Using the data below, work out how many lines contain "bottom", and report only that number.

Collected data
>>>>

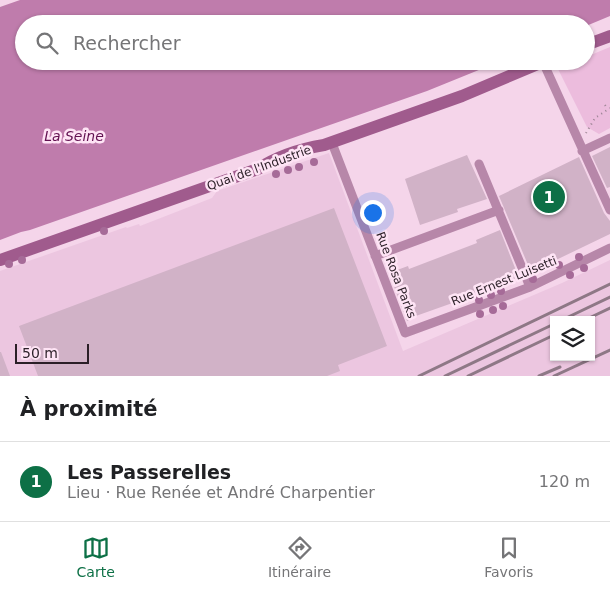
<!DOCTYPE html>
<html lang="fr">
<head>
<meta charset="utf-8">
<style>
  :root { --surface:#fff; --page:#f6f6f6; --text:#202124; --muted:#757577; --line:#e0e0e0; --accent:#0d7046 }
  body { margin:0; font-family:"DejaVu Sans",sans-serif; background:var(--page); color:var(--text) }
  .controls { position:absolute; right:15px; bottom:15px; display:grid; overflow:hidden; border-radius:0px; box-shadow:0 1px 4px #0004 }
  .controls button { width:45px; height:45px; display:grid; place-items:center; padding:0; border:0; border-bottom:1px solid var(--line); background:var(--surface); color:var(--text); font:25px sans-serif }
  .scale { position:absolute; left:15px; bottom:12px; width:74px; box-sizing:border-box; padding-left:5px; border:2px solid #2b1f27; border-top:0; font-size:14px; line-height:18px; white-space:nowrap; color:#2b1f27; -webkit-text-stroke:4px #fee4f5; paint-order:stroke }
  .you { position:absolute; left:372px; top:212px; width:18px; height:18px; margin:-12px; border:4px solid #fff; border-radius:50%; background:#1a73e8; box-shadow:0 0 0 8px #1a73e833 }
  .badge { display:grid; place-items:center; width:32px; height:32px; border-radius:50%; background:var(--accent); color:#fff; font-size:16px; font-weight:700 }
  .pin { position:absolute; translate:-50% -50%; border:2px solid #fff; box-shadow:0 1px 5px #0006 }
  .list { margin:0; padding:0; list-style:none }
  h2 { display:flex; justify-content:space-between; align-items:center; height:65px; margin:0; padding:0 20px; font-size:21px }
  h2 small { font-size:16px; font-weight:400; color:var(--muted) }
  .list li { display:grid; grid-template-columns:32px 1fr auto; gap:15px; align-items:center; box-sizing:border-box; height:80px; padding:0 20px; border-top:1px solid var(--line) }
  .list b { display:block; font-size:19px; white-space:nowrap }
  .list p { margin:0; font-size:16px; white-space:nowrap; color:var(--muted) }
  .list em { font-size:16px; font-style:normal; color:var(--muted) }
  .icon { flex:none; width:28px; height:28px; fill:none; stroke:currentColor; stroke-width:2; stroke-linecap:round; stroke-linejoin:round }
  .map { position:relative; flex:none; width:610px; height:376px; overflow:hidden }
  .search { position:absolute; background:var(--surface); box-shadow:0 1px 4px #0004; left:15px; right:15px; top:15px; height:55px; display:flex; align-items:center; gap:12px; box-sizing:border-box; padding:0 18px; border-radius:28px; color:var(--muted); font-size:19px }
  .sheet { height:145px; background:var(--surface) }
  nav { display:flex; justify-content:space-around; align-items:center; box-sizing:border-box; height:70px; border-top:1px solid var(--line); background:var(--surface); font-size:14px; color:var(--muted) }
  nav a { display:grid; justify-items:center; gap:2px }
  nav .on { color:var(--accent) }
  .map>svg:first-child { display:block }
  .built { fill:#ecc6e0; fill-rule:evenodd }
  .green { fill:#ecbcdd }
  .water { fill:#bf7cac }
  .building { fill:#d1b2c7 }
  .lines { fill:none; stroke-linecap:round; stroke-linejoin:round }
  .path { stroke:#9b8493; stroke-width:2; stroke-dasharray:1 4; stroke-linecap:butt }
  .street { stroke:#b787a9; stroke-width:9 }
  .secondary { stroke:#a05b8d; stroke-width:12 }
  .rail { stroke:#8e7886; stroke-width:3 }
  .tree { fill:#a66b98 }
  .labels { text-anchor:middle; stroke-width:5; stroke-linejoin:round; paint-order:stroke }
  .street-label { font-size:12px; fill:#2b1f27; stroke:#fee4f5 }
  .water-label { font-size:14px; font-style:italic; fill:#621151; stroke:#fee4f5 }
</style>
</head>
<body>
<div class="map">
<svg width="610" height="376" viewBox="0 0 610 376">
  <rect width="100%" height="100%" fill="#f5d5ea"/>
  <path class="built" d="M329 153 403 351 562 283 610 260V376H0V271L126 227 127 228 139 224 140 226 212 198 217 191ZM554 320H591V357H554Z"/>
  <path class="green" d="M610 47V128L599 134 587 127 558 69 576 61H586V57Z"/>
  <path class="water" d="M20 0H610V16L586 26V24H24V61H501L427 91 30 230 21 232 0 240V7Z"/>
  <path class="building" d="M610 147V187L607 188 592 156Z
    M467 155 487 199 457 209 458 212 420 225 405 179Z
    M579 157 604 213 610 221V234L531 272 499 196Z
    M334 208 387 346 338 365 340 371 327 376H38L19 326Z
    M500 230 519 278 474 293 475 295 413 317 414 318 407 321 389 273 408 266 409 269 477 243 476 240Z
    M0 352H1L10 376H0Z"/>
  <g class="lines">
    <path class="path" d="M605 105 608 109
      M586 133 595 118 610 108"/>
    <path class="street" d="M543 62 610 210
      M332 143 405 333 530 287 610 248
      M582 151 610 138
      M479 164 530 287
      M375 256 499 210"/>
    <path class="secondary" d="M586 45 610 36
      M0 260 258 169C278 156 300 149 324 145L462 96 545 61"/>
    <path class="rail" d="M562 320 610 297
      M585 320 610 308
      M419 376 610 284
      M445 376 554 324
      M468 376 554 335
      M539 376 560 367
      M554 376 610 350"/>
  </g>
  <g class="tree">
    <circle cx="314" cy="162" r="4"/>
    <circle cx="299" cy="167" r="4"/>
    <circle cx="288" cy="170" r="4"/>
    <circle cx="276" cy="174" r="4"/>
    <circle cx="104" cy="231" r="4"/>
    <circle cx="579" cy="257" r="4"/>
    <circle cx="22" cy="260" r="4"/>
    <circle cx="9" cy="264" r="4"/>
    <circle cx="559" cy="265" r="4"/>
    <circle cx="584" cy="268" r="4"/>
    <circle cx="570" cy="275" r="4"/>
    <circle cx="533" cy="279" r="4"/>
    <circle cx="501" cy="291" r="4"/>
    <circle cx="491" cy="295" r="4"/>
    <circle cx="479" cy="300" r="4"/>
    <circle cx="503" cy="306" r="4"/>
    <circle cx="493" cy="310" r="4"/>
    <circle cx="480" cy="314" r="4"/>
  </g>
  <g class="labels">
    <g class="street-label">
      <text transform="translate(259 168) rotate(-20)" y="4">Quai de l'Industrie</text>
      <text transform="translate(396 275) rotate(69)" y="4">Rue Rosa Parks</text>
      <text transform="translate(504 281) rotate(-22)" y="4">Rue Ernest Luisetti</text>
    </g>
    <g class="water-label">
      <text x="74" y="141">La Seine</text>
    </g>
  </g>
</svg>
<div class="controls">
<button><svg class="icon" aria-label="layers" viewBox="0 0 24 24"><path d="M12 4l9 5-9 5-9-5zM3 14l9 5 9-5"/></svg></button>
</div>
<div class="scale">50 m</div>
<div class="you"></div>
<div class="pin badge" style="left:549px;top:197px">1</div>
<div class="search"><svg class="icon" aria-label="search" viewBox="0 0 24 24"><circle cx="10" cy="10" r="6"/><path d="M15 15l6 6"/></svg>Rechercher</div>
</div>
<section class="sheet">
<h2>À proximité<small></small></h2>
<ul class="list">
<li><span class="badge">1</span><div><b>Les Passerelles</b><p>Lieu · Rue Renée et André Charpentier</p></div><em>120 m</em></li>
</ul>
</section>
<nav>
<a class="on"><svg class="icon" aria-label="map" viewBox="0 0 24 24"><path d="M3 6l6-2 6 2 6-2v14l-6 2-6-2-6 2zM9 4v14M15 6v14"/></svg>Carte</a>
<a><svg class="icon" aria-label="directions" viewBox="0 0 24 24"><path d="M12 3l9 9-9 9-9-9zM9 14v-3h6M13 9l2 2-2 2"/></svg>Itinéraire</a>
<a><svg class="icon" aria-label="saved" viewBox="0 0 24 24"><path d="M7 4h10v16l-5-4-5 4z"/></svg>Favoris</a>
</nav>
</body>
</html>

<<<<

Your response: 3